OK, sorry for the rant. If you want to catch the hens, it's entirely possible. You just have to make their new home with you very enticing! We've had success with this. Hens are motivated by food, roosters by the presence of hens. It would not be too hard to catch them and keep them in a coop. After being kept in the coop for a short period of time (maybe a week), all the ferals we've caught have gotten used to sleeping there and will return at night if let out to free-range during the day. They're still pretty wild, too. Not scared of us anymore, but they don't want to be held, that's for sure!


----------



## dawg53 (Aug 25, 2015)

You bring up valid points Chippy99th.
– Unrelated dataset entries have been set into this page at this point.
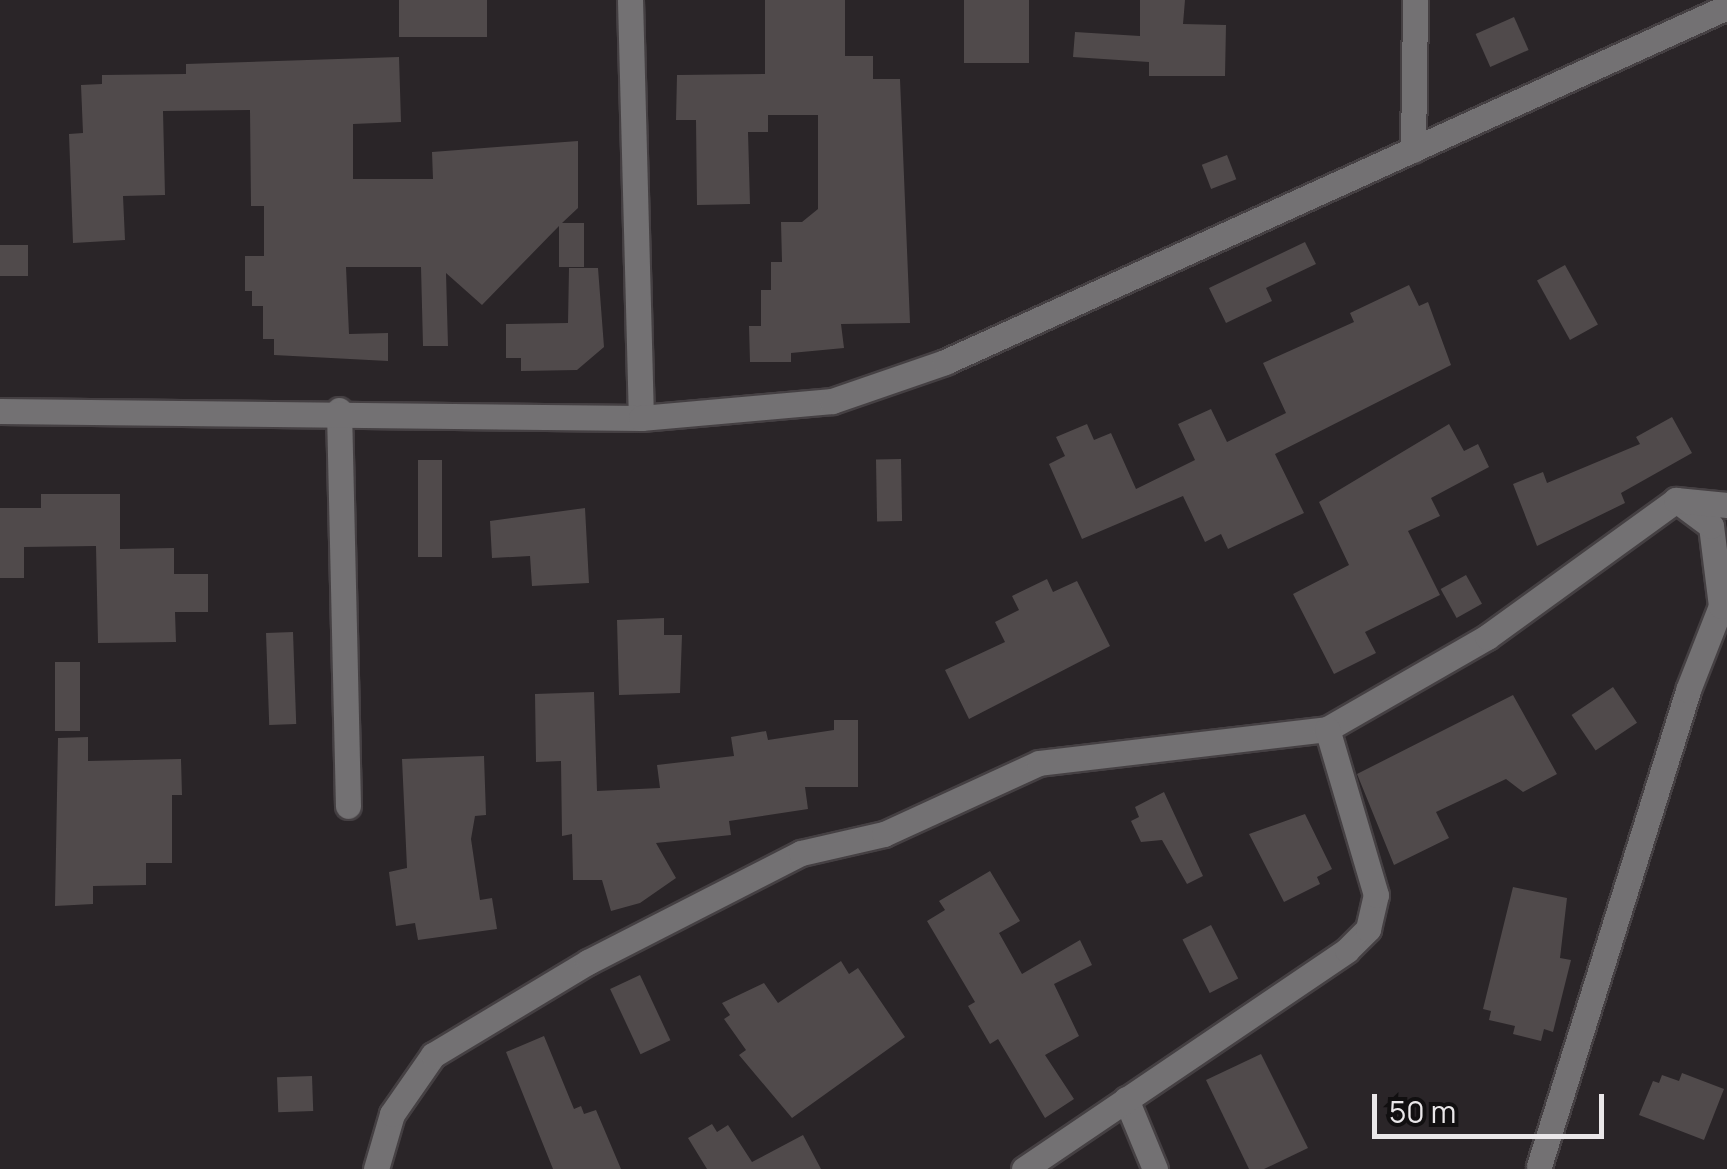 <!DOCTYPE html>
<html>
<head>
<meta charset="utf-8">
<style>
	body { margin:0 }
	#map { position:relative; width:1727px; height:1169px; overflow:hidden; background:#2a2528; font-family:Manrope,sans-serif }
	div>[style] { position:absolute }
	.building>* { inset:0; background:#504a4b; transform-origin:0 0 }
	.roads { filter:drop-shadow(2px 0 #454043) drop-shadow(-2px 0 #454043) drop-shadow(0 2px #454043) drop-shadow(0 -2px #454043) }
	.minor>* { height:25px; margin:-12.5px; padding:0 12.5px; transform-origin:12.5px; border-radius:12.5px; background:#737173 }
	span { translate:-50% -50%; white-space:nowrap; text-align:center; line-height:1.15; -webkit-text-stroke:9px #110f10; paint-order:stroke }
	.scale { position:absolute; left:1372px; top:1094px; width:232px; height:45px; box-sizing:border-box; border:5px solid #eae7e9; border-top:0; padding-left:12px; font-size:30px; line-height:35px; white-space:nowrap; color:#eae7e9; -webkit-text-stroke:8px #110f10; paint-order:stroke }
</style>
</head>
<body>
<div id="map">
	<div class="building">
		<i style="left:399px;top:0;width:88px;height:37px"></i>
		<i style="clip-path:polygon(765px 0,845px 0,845px 56px,873px 56px,873px 79px,900px 79px,910px 323px,841px 324px,844px 348px,791px 353px,791px 362px,750px 362px,749px 326px,761px 326px,761px 290px,771px 290px,771px 262px,782px 262px,781px 222px,802px 222px,818px 209px,818px 115px,768px 115px,768px 132px,748px 132px,750px 204px,697px 205px,696px 120px,676px 120px,677px 75px,765px 74px)"></i>
		<i style="left:964px;top:0;width:65px;height:63px"></i>
		<i style="clip-path:polygon(1140px 0,1185px 0,1183px 24px,1226px 25px,1225px 76px,1149px 76px,1149px 62px,1073px 57px,1075px 32px,1140px 36px)"></i>
		<i style="left:1514px;top:17px;width:36px;height:42px;rotate:66deg"></i>
		<i style="clip-path:polygon(399px 57px,401px 122px,353px 124px,353px 179px,433px 179px,432px 152px,578px 141px,578px 208px,562px 223px,584px 223px,584px 267px,559px 267px,559px 226px,482px 305px,446px 273px,448px 346px,423px 346px,421px 267px,346px 267px,349px 334px,388px 333px,388px 361px,274px 355px,274px 339px,263px 339px,263px 306px,252px 306px,252px 291px,245px 291px,245px 256px,264px 256px,264px 206px,251px 206px,250px 110px,163px 111px,165px 195px,123px 196px,125px 240px,73px 243px,69px 134px,83px 133px,81px 85px,102px 84px,102px 75px,186px 74px,186px 64px)"></i>
		<i style="left:1227px;top:155px;width:26px;height:27px;rotate:69deg"></i>
		<i style="clip-path:polygon(1305px 242px,1316px 264px,1266px 288px,1272px 301px,1226px 323px,1209px 288px)"></i>
		<i style="left:0;top:245px;width:28px;height:31px"></i>
		<i style="left:1565px;top:265px;width:68px;height:32px;rotate:61deg"></i>
		<i style="clip-path:polygon(569px 268px,598px 268px,604px 347px,577px 370px,521px 371px,521px 358px,506px 358px,506px 324px,568px 323px)"></i>
		<i style="clip-path:polygon(1409px 285px,1419px 306px,1428px 302px,1451px 365px,1275px 454px,1304px 513px,1228px 549px,1221px 534px,1205px 542px,1183px 496px,1082px 539px,1049px 464px,1065px 456px,1056px 437px,1087px 424px,1094px 440px,1111px 433px,1136px 489px,1195px 460px,1178px 424px,1211px 409px,1227px 442px,1286px 413px,1263px 363px,1354px 322px,1350px 313px)"></i>
		<i style="clip-path:polygon(1672px 417px,1692px 453px,1621px 493px,1625px 503px,1537px 546px,1513px 484px,1543px 472px,1547px 483px,1640px 444px,1636px 437px)"></i>
		<i style="clip-path:polygon(1449px 424px,1464px 451px,1478px 444px,1489px 467px,1431px 498px,1440px 516px,1408px 531px,1440px 595px,1365px 632px,1376px 653px,1334px 674px,1293px 594px,1349px 565px,1319px 502px)"></i>
		<i style="left:901px;top:459px;width:62px;height:25px;rotate:89deg"></i>
		<i style="left:418px;top:460px;width:24px;height:97px"></i>
		<i style="clip-path:polygon(41px 494px,120px 494px,120px 549px,174px 548px,174px 574px,208px 574px,208px 612px,175px 612px,176px 642px,98px 643px,96px 546px,24px 547px,24px 578px,0 578px,0 508px,41px 508px)"></i>
		<i style="clip-path:polygon(585px 508px,589px 583px,532px 586px,530px 556px,492px 558px,490px 521px)"></i>
		<i style="left:1466px;top:575px;width:33px;height:29px;rotate:61deg"></i>
		<i style="clip-path:polygon(1047px 579px,1053px 592px,1077px 581px,1110px 646px,969px 719px,945px 670px,1005px 642px,995px 622px,1019px 610px,1012px 596px)"></i>
		<i style="clip-path:polygon(664px 618px,664px 635px,682px 635px,680px 693px,619px 695px,617px 620px)"></i>
		<i style="left:293px;top:632px;width:92px;height:27px;rotate:88deg"></i>
		<i style="left:55px;top:662px;width:25px;height:69px"></i>
		<i style="left:1613px;top:687px;width:43px;height:50px;rotate:56deg"></i>
		<i style="clip-path:polygon(594px 692px,597px 791px,660px 788px,657px 765px,734px 756px,731px 737px,766px 731px,768px 740px,834px 730px,834px 720px,858px 720px,858px 787px,805px 787px,808px 809px,729px 821px,731px 835px,656px 843px,676px 878px,640px 903px,611px 911px,602px 880px,573px 880px,572px 834px,562px 836px,561px 761px,536px 762px,535px 694px)"></i>
		<i style="clip-path:polygon(1513px 695px,1557px 774px,1523px 792px,1506px 779px,1436px 812px,1449px 838px,1394px 865px,1357px 774px)"></i>
		<i style="clip-path:polygon(88px 737px,88px 761px,181px 759px,182px 795px,172px 795px,172px 863px,146px 863px,146px 885px,93px 886px,93px 904px,55px 906px,58px 738px)"></i>
		<i style="clip-path:polygon(484px 756px,486px 815px,475px 816px,471px 839px,480px 900px,492px 898px,497px 929px,418px 940px,415px 923px,396px 926px,389px 872px,407px 868px,402px 759px)"></i>
		<i style="clip-path:polygon(1164px 792px,1203px 876px,1187px 884px,1162px 840px,1141px 842px,1131px 821px,1139px 817px,1135px 807px)"></i>
		<i style="clip-path:polygon(1305px 814px,1332px 869px,1317px 877px,1320px 884px,1284px 902px,1249px 834px)"></i>
		<i style="clip-path:polygon(990px 871px,1020px 921px,999px 933px,1022px 974px,1080px 940px,1092px 965px,1054px 984px,1079px 1036px,1045px 1055px,1074px 1099px,1045px 1118px,998px 1039px,990px 1044px,968px 1006px,975px 1002px,927px 921px,945px 910px,939px 901px)"></i>
		<i style="clip-path:polygon(1513px 887px,1567px 898px,1560px 958px,1571px 960px,1553px 1032px,1544px 1029px,1541px 1041px,1513px 1034px,1515px 1026px,1489px 1020px,1491px 1011px,1483px 1009px)"></i>
		<i style="left:1211px;top:925px;width:60px;height:32px;rotate:63deg"></i>
		<i style="clip-path:polygon(841px 961px,849px 974px,858px 968px,905px 1037px,792px 1118px,739px 1055px,746px 1050px,724px 1019px,730px 1015px,722px 1003px,764px 983px,778px 1003px)"></i>
		<i style="left:640px;top:975px;width:72px;height:33px;rotate:65deg"></i>
		<i style="clip-path:polygon(544px 1036px,574px 1109px,581px 1106px,584px 1114px,596px 1110px,621px 1169px,553px 1169px,506px 1052px)"></i>
		<i style="clip-path:polygon(1261px 1054px,1308px 1148px,1264px 1169px,1249px 1169px,1206px 1080px)"></i>
		<i style="clip-path:polygon(1682px 1073px,1724px 1089px,1704px 1140px,1639px 1115px,1653px 1081px,1659px 1083px,1662px 1075px,1679px 1081px)"></i>
		<i style="left:312px;top:1076px;width:35px;height:35px;rotate:88deg"></i>
		<i style="clip-path:polygon(712px 1124px,717px 1132px,728px 1125px,752px 1162px,803px 1135px,821px 1169px,707px 1169px,688px 1138px)"></i>
	</div>
	<div class="roads">
		<div class="minor">
			<i style="left:630px;top:0;width:418px;rotate:88.5deg"></i>
			<i style="left:1413px;top:150px;width:150px;rotate:-89.2deg"></i>
			<i style="left:339px;top:410px;width:396px;rotate:88.7deg"></i>
			<i style="left:0;top:411px;width:641px;rotate:0.63deg"></i>
			<i style="left:641px;top:418px;width:192px;rotate:-5.1deg"></i>
			<i style="left:832px;top:401px;width:120px;rotate:-19deg"></i>
			<i style="left:945px;top:362px;width:859px;rotate:-24.42deg"></i>
			<i style="left:1126px;top:1099px;width:76px;rotate:67.5deg"></i>
			<i style="left:1539px;top:1166px;width:499px;rotate:-72.6deg"></i>
			<i style="left:1688px;top:690px;width:90px;rotate:-68.6deg"></i>
			<i style="left:1721px;top:606px;width:81px;rotate:-97.1deg"></i>
			<i style="left:1711px;top:526px;width:44px;rotate:-143.4deg"></i>
			<i style="left:376px;top:1169px;width:57px;rotate:-73.8deg"></i>
			<i style="left:392px;top:1114px;width:72px;rotate:-55.2deg"></i>
			<i style="left:433px;top:1055px;width:181px;rotate:-31deg"></i>
			<i style="left:588px;top:962px;width:239px;rotate:-27.1deg"></i>
			<i style="left:801px;top:853px;width:85px;rotate:-12.9deg"></i>
			<i style="left:884px;top:834px;width:170px;rotate:-24.6deg"></i>
			<i style="left:1039px;top:763px;width:290px;rotate:-6.7deg"></i>
			<i style="left:1327px;top:729px;width:185px;rotate:-29.9deg"></i>
			<i style="left:1487px;top:637px;width:233px;rotate:-35.9deg"></i>
			<i style="left:1676px;top:500px;width:51px;rotate:5.6deg"></i>
			<i style="left:1024px;top:1169px;width:390px;rotate:-34.1deg"></i>
			<i style="left:1347px;top:950px;width:30px;rotate:-45deg"></i>
			<i style="left:1368px;top:929px;width:35px;rotate:-77deg"></i>
			<i style="left:1376px;top:895px;width:173px;rotate:-106.4deg"></i>
		</div>
	</div>
	<div class="scale">50 m</div>
</div>
</body>
</html>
Wild chickens were a major concern prior to the city of Jacksonville finally approving a chicken ordinance. There were areas in the city were they freely roamed at major intersections, hung out in some woods next to a McDonalds dumpster near where I live, as well as other areas in the city, and in general just being a nuisance. Animal control manager testified at the city council meeting for the ordinance that catching or trapping them was nearly impossible not to mention the manpower and overtime required. 
Several wannabe backyard chicken owners banded together and agreed to do a city wide chicken roundup. The city council approved the ordinance and sure enough, the wild chicken roundup was successful. I did not volunteer due to my concern with biosecurity issues.
Wild birds were taken to feed stores for resale or kept by their captors.
The city is over run with cats, mostly people dumping them off. The policy is to trap them, bring them to animal control to be neuteured/spayed, then picked up by whoever brought them in, then released back into the environment. 
The neighborhood we previously lived in literally stunk from cat smell with a "cat lady" who lived next door and fed approximately 30 or more stray cats twice a day making her neighborhood rounds with her wagon. It was a sight to see all those cats with their tails up in the air following her. Glad we're outta there.


----------



## glanz (Jul 10, 2016)

A strange ending to this story: we did end up buying a hen house for them and they laid eggs in it and roosted in it, lived uncaged as ferrels BUT then my son bought 2 large plastic geese as decorations for the yard and the hens saw them got scared must have felt their home was taken over and they all left the property and haven't been back since.....that was 6 months ago, so we decided to sell the chicken coop and we are now hen-less. This was all a learning lesson for us since we inherited these wild hens with the property, if we decide down the road to have hens, we will keep them cooped. It's a large property up on a private hill away from other neighbors but we surely wouldn't want them to go down the hill and bother other neighbors or breed and create a larger population. Thanks for everybody's input, i thought you all would like to know the ending to the story.


----------



## seminole wind (Aug 22, 2015)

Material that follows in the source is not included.